No, the reason MD5 is a terrible password hash is because it’s so fast:
Hashtype: MD5
Speed.Dev.#3.....: 1891.0 MH/s (79.73ms)
Hashtype: SHA1
Speed.Dev.#3.....: 672.9 MH/s (60.36ms)
Hashtype: SHA-256
Speed.Dev.#3.....: 278.5 MH/s (71.08ms)
That’s the result of running a hashcat benchmark on my MacBook’s graphics processor (GPU), which isn’t particularly powerful, especially when compared to modern password cracking rigs with multiple GPUs. Even so, I can calculate almost 2 billion MD5 hashes per second on my MacBook - “MH/s” means “megahashes per second”.
This is how password cracking works: I can guess 2 billion passwords per second by calculating the MD5 hash for each one, comparing the result to the hash for your password, and then stopping whenever I find a match. Also note that SHA1 and SHA-256, while better (slower) than MD5, aren’t really that much better.
For contrast, here’s the hashcat benchmark for bcrypt, which is actually designed for securely hashing passwords:
Hashtype: bcrypt $2*$, Blowfish (Unix)
Speed.Dev.#3.....: 896 H/s (68.19ms)
Less than a thousand hashes per second - several orders of magnitude slower than MD5.
Note that this number is lower than it should be (hashcat isn’t compiled properly on my MacBook), but this isn’t far off what you’d expect for a good bcrypt implementation.

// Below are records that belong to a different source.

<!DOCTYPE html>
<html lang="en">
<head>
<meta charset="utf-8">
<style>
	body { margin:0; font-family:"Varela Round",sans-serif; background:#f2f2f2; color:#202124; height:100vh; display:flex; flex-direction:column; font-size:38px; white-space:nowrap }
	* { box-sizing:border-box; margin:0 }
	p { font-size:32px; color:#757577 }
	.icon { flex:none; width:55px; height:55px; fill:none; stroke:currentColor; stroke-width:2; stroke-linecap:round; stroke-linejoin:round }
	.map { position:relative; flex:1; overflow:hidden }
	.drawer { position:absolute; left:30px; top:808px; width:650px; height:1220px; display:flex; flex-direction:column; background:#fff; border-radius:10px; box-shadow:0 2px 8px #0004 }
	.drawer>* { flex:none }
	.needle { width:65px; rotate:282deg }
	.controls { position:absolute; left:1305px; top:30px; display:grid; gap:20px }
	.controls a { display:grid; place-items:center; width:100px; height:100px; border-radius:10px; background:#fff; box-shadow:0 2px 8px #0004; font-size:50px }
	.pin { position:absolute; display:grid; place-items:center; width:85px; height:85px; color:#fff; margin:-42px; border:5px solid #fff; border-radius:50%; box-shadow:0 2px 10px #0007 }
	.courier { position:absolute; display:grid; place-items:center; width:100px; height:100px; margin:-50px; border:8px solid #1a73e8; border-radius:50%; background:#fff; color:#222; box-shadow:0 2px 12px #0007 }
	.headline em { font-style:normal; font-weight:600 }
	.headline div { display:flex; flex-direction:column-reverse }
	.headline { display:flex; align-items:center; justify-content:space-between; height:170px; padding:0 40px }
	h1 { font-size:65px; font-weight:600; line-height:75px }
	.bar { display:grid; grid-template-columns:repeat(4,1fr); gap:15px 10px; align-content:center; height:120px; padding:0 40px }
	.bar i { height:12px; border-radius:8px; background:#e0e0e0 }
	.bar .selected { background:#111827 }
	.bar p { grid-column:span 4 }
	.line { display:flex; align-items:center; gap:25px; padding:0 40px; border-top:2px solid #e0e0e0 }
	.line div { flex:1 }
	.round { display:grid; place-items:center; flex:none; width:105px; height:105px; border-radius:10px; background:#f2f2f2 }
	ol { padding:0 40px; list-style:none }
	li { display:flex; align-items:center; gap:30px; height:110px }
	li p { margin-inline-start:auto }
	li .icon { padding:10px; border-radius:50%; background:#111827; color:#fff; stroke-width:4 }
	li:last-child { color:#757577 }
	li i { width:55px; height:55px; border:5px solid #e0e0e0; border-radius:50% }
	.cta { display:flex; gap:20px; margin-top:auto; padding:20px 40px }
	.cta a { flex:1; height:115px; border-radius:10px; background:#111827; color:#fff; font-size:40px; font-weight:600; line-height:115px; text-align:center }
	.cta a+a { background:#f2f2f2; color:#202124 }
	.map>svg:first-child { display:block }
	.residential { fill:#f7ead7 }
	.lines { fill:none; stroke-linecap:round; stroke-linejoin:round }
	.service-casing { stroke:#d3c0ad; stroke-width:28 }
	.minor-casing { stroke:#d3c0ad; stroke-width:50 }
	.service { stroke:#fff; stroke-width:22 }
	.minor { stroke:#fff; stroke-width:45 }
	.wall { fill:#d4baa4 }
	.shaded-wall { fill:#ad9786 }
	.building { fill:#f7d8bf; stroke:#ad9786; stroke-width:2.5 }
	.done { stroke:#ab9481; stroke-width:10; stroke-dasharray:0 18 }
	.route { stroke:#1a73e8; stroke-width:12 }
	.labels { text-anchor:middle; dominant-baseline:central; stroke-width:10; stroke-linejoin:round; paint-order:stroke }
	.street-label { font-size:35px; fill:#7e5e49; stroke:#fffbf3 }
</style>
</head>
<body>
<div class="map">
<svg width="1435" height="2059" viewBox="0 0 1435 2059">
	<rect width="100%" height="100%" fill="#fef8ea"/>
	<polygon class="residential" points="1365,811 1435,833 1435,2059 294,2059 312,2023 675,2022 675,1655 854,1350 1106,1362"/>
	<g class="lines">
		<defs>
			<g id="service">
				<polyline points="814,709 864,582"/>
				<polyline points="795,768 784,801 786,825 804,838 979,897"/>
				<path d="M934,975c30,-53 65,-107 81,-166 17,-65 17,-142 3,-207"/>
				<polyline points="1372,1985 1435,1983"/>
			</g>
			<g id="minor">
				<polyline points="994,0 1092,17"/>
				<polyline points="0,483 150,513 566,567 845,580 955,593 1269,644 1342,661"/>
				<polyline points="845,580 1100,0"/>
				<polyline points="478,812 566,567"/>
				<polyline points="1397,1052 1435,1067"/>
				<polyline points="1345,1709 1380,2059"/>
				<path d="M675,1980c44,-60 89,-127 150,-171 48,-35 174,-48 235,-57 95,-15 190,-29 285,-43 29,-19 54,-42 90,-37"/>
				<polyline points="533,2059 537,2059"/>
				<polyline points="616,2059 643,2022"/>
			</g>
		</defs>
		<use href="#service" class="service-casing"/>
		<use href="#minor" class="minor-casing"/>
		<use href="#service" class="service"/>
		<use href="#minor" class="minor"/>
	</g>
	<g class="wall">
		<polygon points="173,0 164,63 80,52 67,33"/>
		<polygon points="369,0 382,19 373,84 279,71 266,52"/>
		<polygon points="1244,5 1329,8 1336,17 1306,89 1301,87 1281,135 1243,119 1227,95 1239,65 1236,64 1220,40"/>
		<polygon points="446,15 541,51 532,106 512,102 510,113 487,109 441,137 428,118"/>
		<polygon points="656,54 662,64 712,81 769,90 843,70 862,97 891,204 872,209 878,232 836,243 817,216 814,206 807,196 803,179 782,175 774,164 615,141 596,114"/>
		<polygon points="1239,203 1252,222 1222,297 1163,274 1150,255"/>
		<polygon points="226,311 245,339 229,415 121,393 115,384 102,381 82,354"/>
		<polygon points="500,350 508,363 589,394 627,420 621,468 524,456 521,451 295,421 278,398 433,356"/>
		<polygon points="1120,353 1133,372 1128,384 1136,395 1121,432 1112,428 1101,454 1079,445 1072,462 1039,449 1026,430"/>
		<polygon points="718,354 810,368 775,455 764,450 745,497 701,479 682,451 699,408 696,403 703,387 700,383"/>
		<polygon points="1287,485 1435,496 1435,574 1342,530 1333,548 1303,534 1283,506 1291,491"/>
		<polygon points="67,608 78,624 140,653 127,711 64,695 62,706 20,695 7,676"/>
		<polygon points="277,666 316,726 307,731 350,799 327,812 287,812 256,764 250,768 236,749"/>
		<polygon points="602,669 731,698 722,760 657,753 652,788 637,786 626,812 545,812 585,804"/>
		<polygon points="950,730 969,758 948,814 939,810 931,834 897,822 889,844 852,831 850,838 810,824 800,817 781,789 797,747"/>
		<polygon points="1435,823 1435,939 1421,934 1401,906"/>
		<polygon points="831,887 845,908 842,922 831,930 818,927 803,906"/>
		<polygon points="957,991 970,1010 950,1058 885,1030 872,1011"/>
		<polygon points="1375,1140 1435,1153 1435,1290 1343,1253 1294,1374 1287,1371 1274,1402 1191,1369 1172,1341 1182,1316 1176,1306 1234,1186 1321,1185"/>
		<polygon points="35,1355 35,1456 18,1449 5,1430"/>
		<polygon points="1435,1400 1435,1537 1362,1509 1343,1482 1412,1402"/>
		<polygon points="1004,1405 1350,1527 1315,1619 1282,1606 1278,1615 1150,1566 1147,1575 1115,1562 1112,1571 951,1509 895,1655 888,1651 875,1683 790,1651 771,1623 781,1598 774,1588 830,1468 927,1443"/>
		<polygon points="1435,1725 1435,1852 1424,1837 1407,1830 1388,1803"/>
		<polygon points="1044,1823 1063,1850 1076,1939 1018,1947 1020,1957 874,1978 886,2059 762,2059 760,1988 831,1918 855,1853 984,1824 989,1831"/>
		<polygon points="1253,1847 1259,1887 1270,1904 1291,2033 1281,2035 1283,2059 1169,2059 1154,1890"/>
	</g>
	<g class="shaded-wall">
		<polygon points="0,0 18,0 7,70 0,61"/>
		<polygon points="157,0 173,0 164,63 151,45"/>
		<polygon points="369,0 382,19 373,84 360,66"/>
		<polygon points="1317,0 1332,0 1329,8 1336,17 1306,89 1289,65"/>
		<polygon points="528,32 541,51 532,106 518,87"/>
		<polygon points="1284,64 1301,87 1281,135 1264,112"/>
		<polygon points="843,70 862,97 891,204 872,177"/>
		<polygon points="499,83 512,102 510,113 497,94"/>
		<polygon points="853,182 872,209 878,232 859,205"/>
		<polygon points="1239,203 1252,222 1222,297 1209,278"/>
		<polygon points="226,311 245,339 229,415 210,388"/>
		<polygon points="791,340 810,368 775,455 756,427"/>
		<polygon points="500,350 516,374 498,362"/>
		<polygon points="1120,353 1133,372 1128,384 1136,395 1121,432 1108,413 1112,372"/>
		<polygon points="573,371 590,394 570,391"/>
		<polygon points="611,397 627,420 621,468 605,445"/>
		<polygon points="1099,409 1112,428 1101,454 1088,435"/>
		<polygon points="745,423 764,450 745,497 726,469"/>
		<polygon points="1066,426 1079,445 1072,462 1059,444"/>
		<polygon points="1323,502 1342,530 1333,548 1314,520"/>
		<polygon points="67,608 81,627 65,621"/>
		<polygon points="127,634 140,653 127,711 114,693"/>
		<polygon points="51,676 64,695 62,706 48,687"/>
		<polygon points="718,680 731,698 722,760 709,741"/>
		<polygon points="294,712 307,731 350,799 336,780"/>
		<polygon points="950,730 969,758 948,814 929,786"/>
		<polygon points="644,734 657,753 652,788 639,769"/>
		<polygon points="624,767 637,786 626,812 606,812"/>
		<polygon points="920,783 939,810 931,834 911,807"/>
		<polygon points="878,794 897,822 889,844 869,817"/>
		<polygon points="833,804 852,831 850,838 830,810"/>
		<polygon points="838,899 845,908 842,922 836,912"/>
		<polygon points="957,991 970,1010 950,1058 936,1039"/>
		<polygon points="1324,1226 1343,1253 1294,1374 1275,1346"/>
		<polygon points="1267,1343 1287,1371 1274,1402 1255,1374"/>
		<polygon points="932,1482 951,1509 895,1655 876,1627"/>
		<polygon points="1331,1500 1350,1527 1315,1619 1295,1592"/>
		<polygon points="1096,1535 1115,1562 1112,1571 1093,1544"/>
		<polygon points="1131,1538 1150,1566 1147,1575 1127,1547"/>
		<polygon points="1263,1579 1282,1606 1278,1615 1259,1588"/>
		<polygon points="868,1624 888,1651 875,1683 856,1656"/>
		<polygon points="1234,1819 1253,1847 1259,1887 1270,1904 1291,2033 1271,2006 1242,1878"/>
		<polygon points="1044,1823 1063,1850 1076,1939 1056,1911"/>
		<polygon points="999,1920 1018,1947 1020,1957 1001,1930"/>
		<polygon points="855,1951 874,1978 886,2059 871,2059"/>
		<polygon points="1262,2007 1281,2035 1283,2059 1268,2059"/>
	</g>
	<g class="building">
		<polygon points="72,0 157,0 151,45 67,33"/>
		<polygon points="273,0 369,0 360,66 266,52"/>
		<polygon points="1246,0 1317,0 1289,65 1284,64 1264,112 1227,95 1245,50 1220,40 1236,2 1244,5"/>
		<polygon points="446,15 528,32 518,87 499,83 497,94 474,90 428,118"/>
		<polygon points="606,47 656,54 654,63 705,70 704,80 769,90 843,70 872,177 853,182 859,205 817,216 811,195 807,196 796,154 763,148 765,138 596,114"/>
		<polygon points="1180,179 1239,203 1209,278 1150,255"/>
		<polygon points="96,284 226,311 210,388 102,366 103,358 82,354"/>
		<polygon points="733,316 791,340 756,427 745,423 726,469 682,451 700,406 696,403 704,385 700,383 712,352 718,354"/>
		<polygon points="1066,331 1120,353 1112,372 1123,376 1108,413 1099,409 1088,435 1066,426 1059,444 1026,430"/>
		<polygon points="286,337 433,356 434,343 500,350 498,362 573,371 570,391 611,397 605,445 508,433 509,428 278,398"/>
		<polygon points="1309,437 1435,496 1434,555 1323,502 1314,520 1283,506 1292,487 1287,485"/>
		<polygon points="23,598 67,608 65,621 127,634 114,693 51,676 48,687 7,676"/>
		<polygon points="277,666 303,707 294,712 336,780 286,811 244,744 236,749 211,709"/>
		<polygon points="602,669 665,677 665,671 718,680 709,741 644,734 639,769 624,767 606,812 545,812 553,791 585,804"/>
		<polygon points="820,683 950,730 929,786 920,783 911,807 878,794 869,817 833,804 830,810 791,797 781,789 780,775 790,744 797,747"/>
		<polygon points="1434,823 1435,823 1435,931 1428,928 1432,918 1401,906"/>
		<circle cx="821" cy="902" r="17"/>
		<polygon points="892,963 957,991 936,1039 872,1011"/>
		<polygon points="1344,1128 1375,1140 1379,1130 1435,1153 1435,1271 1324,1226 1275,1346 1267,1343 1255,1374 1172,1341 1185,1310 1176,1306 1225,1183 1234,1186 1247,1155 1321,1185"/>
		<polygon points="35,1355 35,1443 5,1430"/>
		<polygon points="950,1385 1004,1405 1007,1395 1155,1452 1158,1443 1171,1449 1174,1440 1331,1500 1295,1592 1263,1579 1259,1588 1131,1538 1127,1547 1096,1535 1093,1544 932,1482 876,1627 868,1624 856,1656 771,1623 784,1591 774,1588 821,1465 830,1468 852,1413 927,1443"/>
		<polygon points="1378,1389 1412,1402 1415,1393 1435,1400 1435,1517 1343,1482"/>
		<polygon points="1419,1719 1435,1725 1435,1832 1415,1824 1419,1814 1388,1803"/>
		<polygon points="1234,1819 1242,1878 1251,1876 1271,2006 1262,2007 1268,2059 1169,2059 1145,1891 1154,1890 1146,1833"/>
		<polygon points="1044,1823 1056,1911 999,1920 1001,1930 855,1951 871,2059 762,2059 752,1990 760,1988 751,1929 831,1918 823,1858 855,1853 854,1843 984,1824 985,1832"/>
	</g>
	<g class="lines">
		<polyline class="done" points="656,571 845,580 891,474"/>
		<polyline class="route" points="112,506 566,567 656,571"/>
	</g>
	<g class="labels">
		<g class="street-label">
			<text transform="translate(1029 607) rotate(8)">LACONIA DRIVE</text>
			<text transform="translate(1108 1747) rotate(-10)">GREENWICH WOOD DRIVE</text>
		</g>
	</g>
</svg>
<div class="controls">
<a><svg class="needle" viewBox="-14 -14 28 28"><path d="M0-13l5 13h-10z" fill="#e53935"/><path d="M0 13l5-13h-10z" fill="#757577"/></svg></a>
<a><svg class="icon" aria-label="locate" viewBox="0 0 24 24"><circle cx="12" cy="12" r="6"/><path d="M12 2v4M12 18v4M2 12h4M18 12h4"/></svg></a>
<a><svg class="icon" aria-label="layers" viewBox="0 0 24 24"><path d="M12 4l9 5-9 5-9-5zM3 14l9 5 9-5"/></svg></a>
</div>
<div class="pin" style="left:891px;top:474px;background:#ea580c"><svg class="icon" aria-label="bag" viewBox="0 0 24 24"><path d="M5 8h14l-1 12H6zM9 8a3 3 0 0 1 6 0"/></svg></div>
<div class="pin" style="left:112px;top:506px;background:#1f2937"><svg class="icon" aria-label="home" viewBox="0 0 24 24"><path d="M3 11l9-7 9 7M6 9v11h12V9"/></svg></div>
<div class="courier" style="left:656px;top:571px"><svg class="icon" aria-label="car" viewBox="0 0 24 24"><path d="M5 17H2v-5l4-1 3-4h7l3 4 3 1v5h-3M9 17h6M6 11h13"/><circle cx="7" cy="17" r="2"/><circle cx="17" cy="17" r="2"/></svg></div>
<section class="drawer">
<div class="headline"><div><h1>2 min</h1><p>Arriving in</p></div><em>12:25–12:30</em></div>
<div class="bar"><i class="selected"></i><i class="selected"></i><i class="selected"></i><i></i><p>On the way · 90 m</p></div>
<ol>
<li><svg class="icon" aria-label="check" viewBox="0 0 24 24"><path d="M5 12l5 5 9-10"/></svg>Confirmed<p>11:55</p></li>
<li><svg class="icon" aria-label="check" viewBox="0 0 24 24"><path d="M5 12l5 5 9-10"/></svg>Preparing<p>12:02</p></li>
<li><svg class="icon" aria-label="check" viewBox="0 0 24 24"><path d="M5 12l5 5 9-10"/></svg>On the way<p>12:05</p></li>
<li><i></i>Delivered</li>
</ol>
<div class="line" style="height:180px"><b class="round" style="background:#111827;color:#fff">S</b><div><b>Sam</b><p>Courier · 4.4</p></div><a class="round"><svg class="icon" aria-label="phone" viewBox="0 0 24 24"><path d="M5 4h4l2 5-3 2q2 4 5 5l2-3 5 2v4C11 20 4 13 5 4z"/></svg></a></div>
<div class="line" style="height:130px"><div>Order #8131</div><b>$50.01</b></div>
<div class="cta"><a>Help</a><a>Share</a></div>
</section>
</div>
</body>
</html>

It’s intentionally designed to be slow, in order to frustrate password cracking attempts.
The difference between cryptographic hashes and password hashes
This is the difference between a hash designed for cryptography (like SHA-256) and a hash designed for passwords (bcrypt):
- Cryptographic hashes are designed to be secure and fast, because you may need to calculate hashes for encrypted traffic at a rate of Gigabits per second.
- Password hashes are designed to be secure and slow, because you want to prevent someone cracking them
Hashing speed is much less of a consideration for a user logging into a website (measured in hundreds of milliseconds) than it is for a high-throughput crypto protocol (measured in microseconds).
Unfortunately, people still confuse cryptographic hashes and password hashes, even the techies. Now, you can avoid being one of them!